MIT scientists have developed a dime-sized microfluidic device that can sort rare cancer cells from healthy ones using sound waves–an innovation that could have applications for cancer diagnosis, drug discovery and clinical research. “Acoustic pressure is very mild and much smaller in terms of forces and disturbance to the cell. This is a most gentle way to separate cells, and there’s no artificial labeling necessary,” MIT researcher and study co-author Ming Dao said in a MIT news release.
The team, also comprising scientists from Carnegie Mellon and Penn State, managed to separate healthy cells from cancerous ones by running acoustic sound waves across the device’s microchannel so that they met at an angle, creating a line of low pressure. Upon encountering the low pressure while flowing through the microchannel, the cancerous and noncancerous cells separate onto either side of the channel. The separation occurs based on different cellular properties such as cell size and compressibility, MIT explains. The device was able to sort 71% of breast cancer cells from white blood cells. The team has filed a patent on the device.
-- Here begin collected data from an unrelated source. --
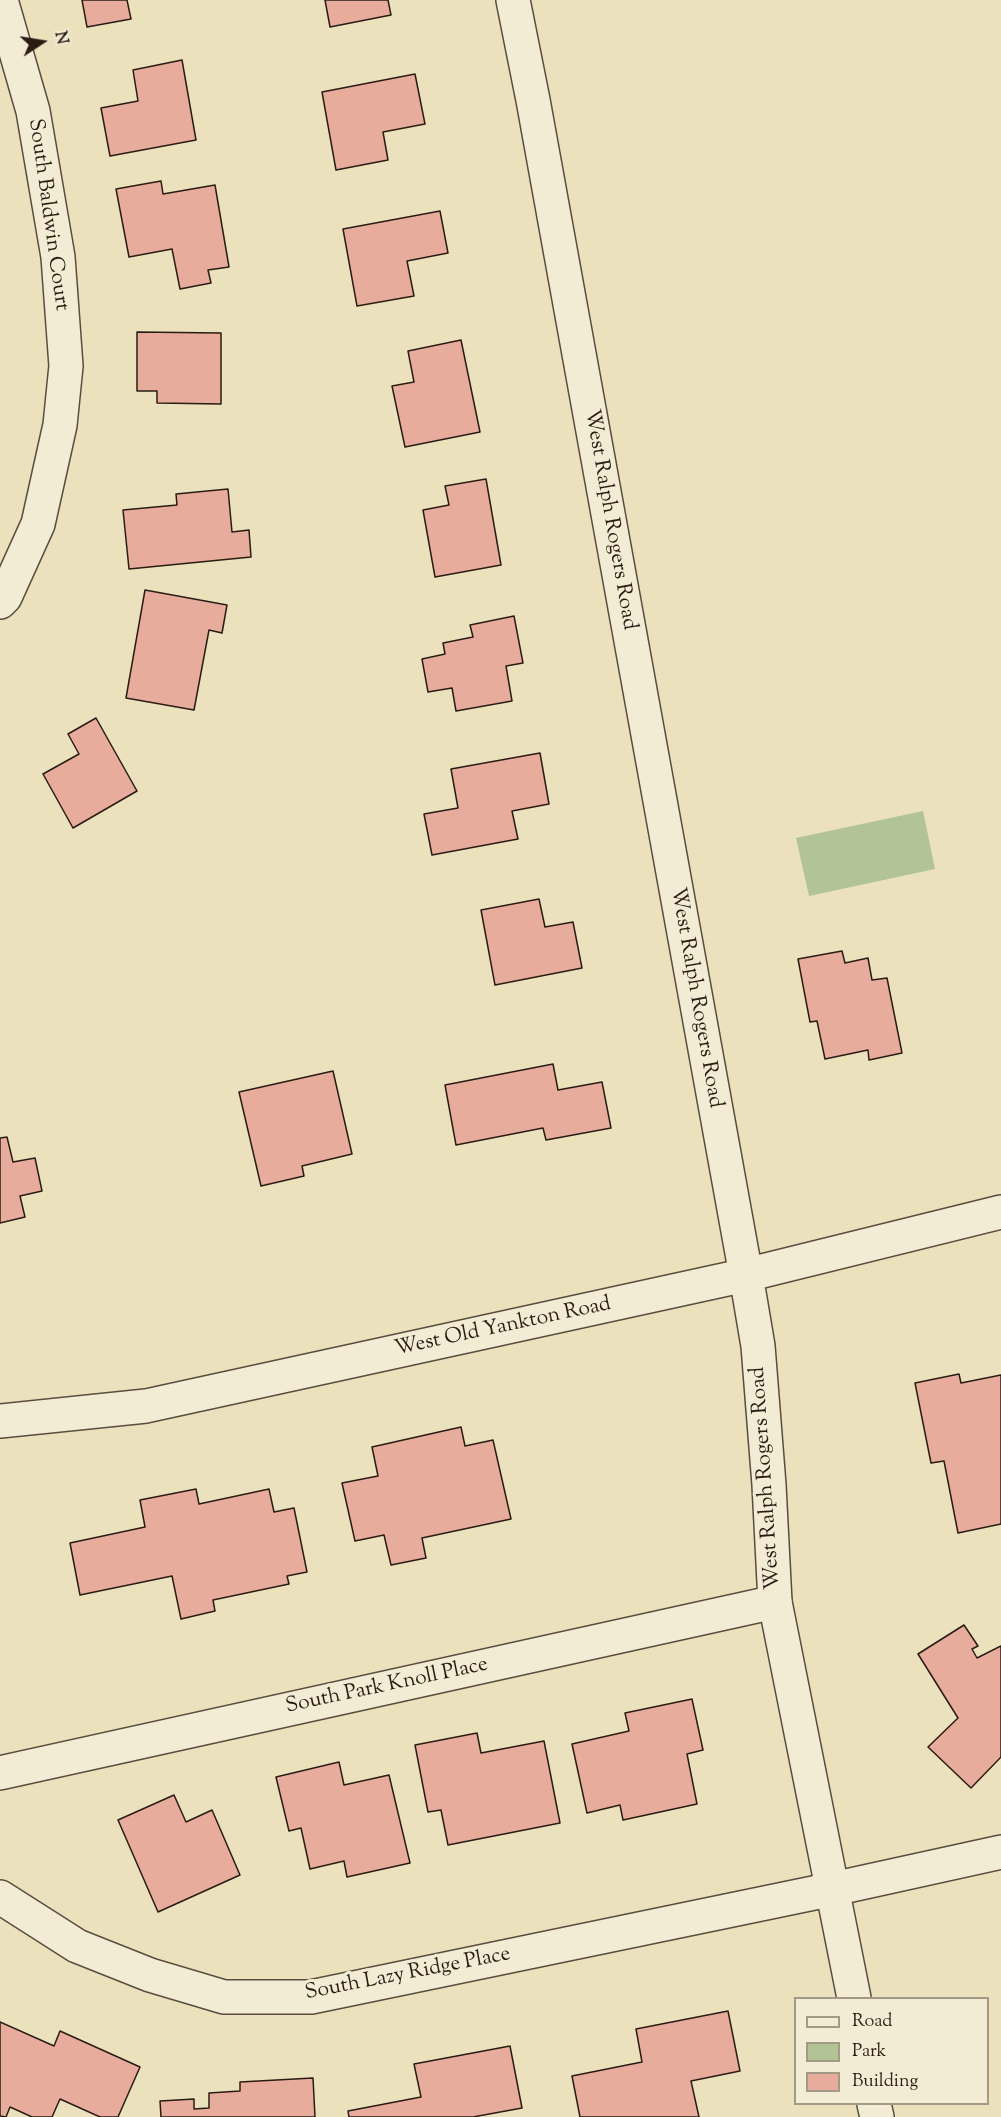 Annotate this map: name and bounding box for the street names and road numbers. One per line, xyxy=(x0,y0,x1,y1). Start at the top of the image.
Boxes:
street label: South Baldwin Court xyxy=(21,117,73,313)
street label: West Ralph Rogers Road xyxy=(577,408,641,632)
street label: West Ralph Rogers Road xyxy=(663,886,727,1110)
street label: West Old Yankton Road xyxy=(393,1293,613,1363)
street label: West Ralph Rogers Road xyxy=(747,1366,787,1590)
street label: South Park Knoll Place xyxy=(284,1653,490,1721)
street label: South Lazy Ridge Place xyxy=(303,1943,513,2007) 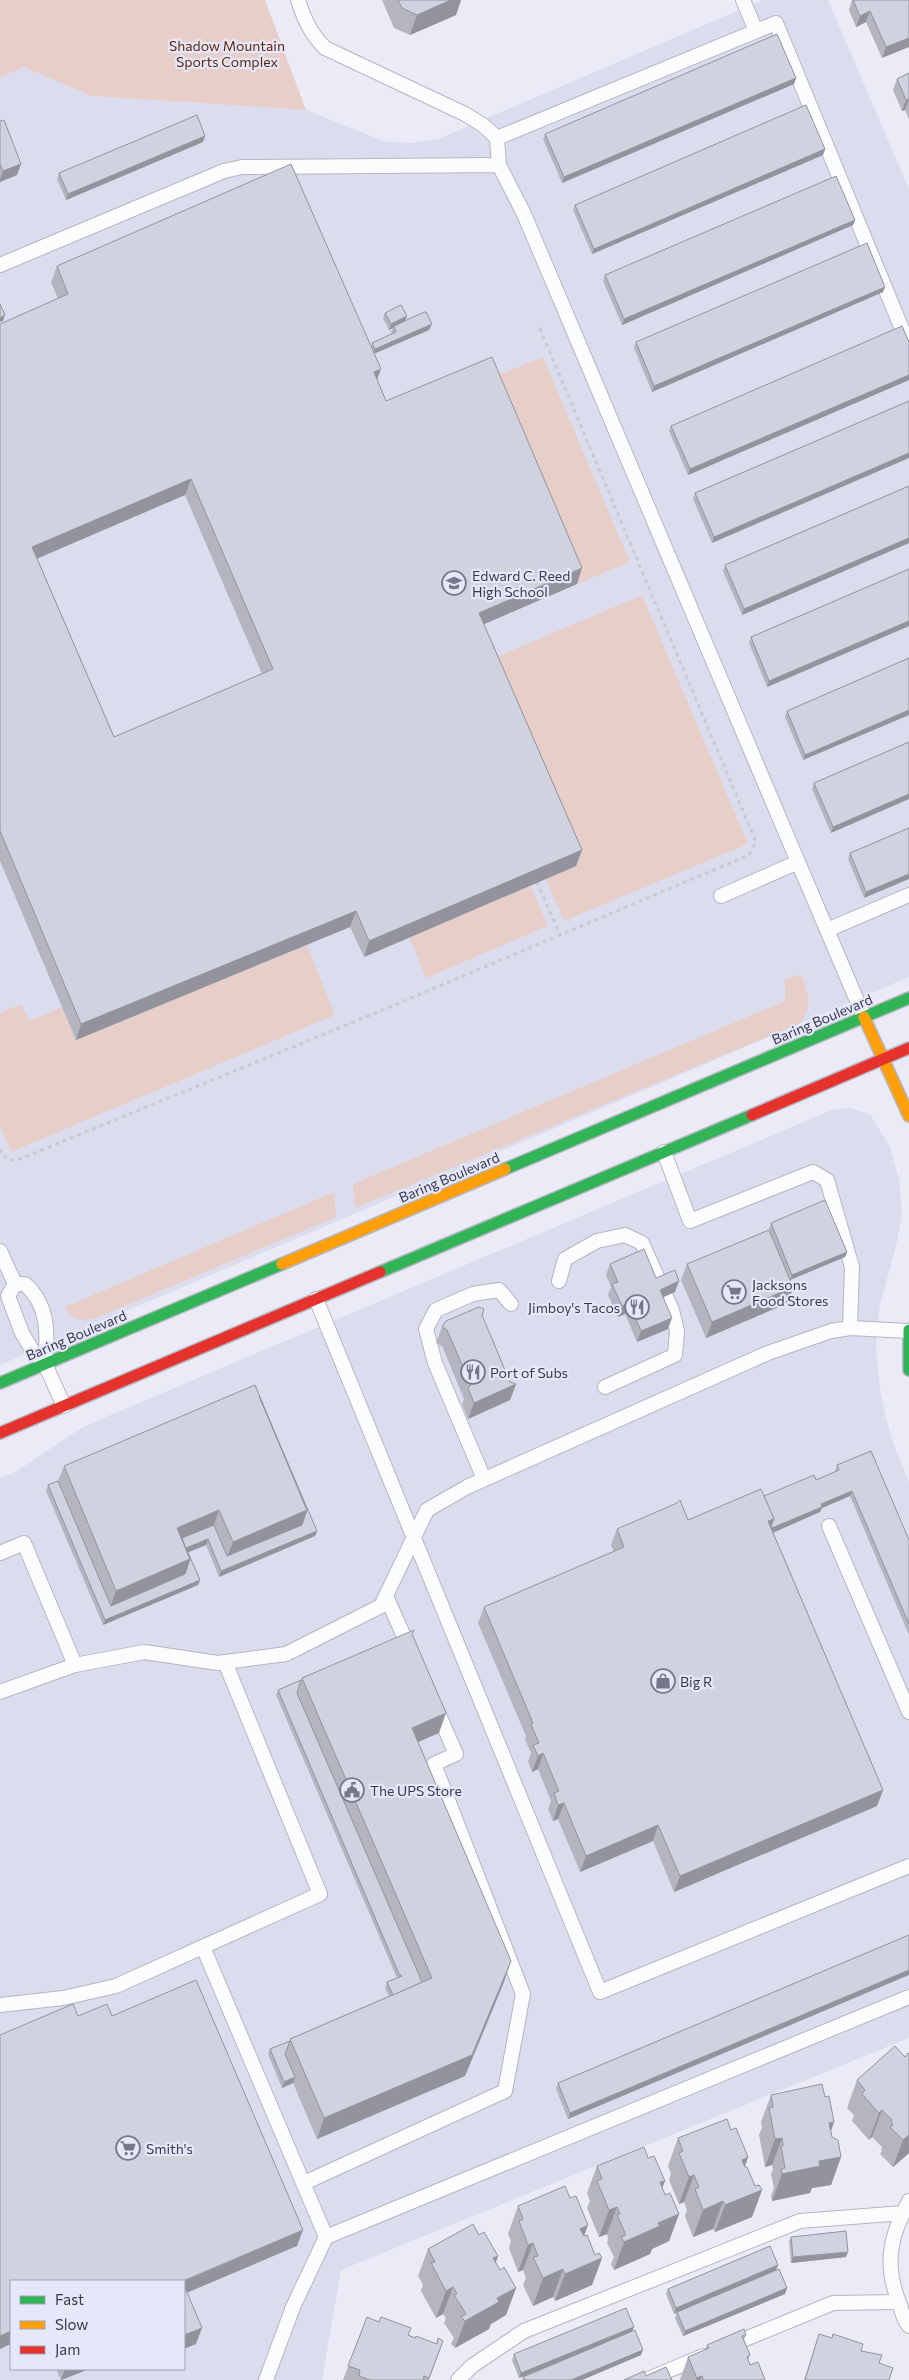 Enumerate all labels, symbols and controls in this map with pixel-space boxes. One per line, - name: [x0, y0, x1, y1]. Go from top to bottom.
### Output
- park label: Shadow Mountain Sports Complex: [169, 37, 285, 70]
- place label: Edward C. Reed High School: [472, 567, 570, 600]
- school or university icon: Edward C. Reed High School: [441, 570, 467, 596]
- street label: Baring Boulevard: [769, 990, 875, 1048]
- street label: Baring Boulevard: [396, 1148, 502, 1206]
- place label: Jacksons Food Stores: [752, 1276, 828, 1309]
- supermarket icon: Jacksons Food Stores: [721, 1279, 747, 1305]
- restaurant icon: Jimboy's Tacos: [624, 1294, 650, 1320]
- place label: Jimboy's Tacos: [528, 1299, 620, 1316]
- street label: Baring Boulevard: [23, 1306, 129, 1364]
- restaurant icon: Port of Subs: [460, 1359, 486, 1385]
- place label: Port of Subs: [490, 1364, 568, 1381]
- shop icon: Big R: [650, 1668, 676, 1694]
- place label: Big R: [680, 1673, 712, 1690]
- public building icon: The UPS Store: [339, 1777, 365, 1803]
- place label: The UPS Store: [370, 1782, 462, 1799]
- supermarket icon: Smith's: [115, 2135, 141, 2161]
- place label: Smith's: [146, 2140, 193, 2157]
- legend: [10, 2280, 185, 2370]
- text: Fast: [55, 2290, 84, 2308]
- text: Slow: [55, 2315, 88, 2333]
- text: Jam: [55, 2340, 80, 2358]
Next, the researchers plans to test the device using the actual blood of cancer patients, to see how it performs at separating the cells in clinical settings, according to the news release. More details are available in the Proceedings of the National Academy of Sciences.
“If you can detect these rare circulating tumor cells, it’s a good way to study cancer biology and diagnose whether the primary cancer has moved to a new site to generate metastatic tumors,” Dao said in the release. Microfluidic devices aim to create a “lab-on-chip” by acting as platforms that mimic biological systems in a simplified, in vitro (outside the body) setting. The journal Microfluidics and Nanofluidics describes microfluidics as “the study of mass (including molecular and colloidal) and momentum transfer, heat transfer, and reactive processes, coupled with transport in microscale and nanoscale systems.”
The FDA’s device arm is encouraging the creation of in vitro models for medical device development and assessment through the launch of a pilot program to validate research tools such as this one. However, in this case, the new device is likely to prove most useful as a tool for drug development or cancer diagnosis.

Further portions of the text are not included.